The Green Report | Deterministic Simulation Testing: A Practical Guide for QA Engineers

Deterministic Simulation Testing: A Practical Guide for QA Engineers

Jun 27th 2026 12 min read

medium

overview

dst

Flaky tests are one of the most corrosive problems a QA team can face: they erode trust in the entire suite, eat hours in re-runs, and tend to hide real bugs behind a shrug of "just rerun it." Deterministic simulation testing offers a different way to handle the nondeterminism that causes most of this flakiness, by putting time, randomness, and I/O fully under the test's control instead of leaving them to chance. This post explains how DST works, builds a small working example in Python, and covers how to start using it in a QA workflow.

The Bug You Can't Reproduce

You've seen this ticket before. A test fails in CI once every few hundred runs. The stack trace points somewhere into a retry loop. You rerun it locally ten times and it passes every single time. You add some logging, rerun it in CI, and now it passes there too. Three weeks later it fails again, in production, during a deploy, and now it's an incident instead of a ticket.

This is the signature failure mode of systems with concurrency, networking, or timing baked into their behavior, which is most systems worth testing. Traditional tests struggle here because they rely on the same nondeterminism that's causing the bug: real clocks, real thread scheduling, real (or "real-ish") network calls. You can't reproduce the failure because you can't control the conditions that caused it.

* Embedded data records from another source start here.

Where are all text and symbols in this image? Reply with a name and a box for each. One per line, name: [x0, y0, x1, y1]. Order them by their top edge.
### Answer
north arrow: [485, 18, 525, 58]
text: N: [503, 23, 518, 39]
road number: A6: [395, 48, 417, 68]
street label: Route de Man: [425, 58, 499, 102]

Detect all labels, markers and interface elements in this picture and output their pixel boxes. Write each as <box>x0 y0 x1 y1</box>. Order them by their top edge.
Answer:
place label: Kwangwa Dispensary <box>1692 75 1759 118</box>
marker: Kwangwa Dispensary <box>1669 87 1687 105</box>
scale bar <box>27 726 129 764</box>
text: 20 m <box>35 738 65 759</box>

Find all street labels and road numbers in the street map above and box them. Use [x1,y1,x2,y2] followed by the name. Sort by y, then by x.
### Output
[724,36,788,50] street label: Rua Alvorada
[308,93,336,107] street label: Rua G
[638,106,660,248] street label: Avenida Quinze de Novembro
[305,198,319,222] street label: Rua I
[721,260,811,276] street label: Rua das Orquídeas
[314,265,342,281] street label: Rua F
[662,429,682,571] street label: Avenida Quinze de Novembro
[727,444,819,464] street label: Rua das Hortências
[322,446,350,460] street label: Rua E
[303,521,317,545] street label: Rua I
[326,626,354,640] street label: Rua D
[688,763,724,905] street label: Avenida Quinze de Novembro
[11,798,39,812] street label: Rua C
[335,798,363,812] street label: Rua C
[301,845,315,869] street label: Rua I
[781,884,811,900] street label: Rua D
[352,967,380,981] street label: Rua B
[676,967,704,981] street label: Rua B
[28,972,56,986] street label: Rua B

Deterministic simulation testing (DST) is a response to exactly this problem. Instead of running your system against real time, real randomness, and real I/O, you run it inside a simulated environment where you control all three, driven entirely by a single seed. Same seed, same execution, same bug, every time. If a run fails, you don't need to "try to reproduce it." You just rerun the seed.

What DST Actually Is

The core idea is simple to state: identify every source of nondeterminism in your system, and replace it with a version you control, all driven by one seed.

The usual suspects are:

Once those three are under your control, your system's behavior becomes a pure function of the seed. That unlocks three things that ordinary tests can't give you:

Exact reproducibility. A failing seed can be replayed forever, on any machine, and will fail the exact same way.
Time compression. A simulated clock can advance instantly between events. A test that "waits" 6 hours for a timeout can run in milliseconds.
Exhaustive, automatable exploration. You can run thousands of seeds overnight, each exercising a different combination of delays, drops, and reorderings, and treat every failing seed as a permanent regression test.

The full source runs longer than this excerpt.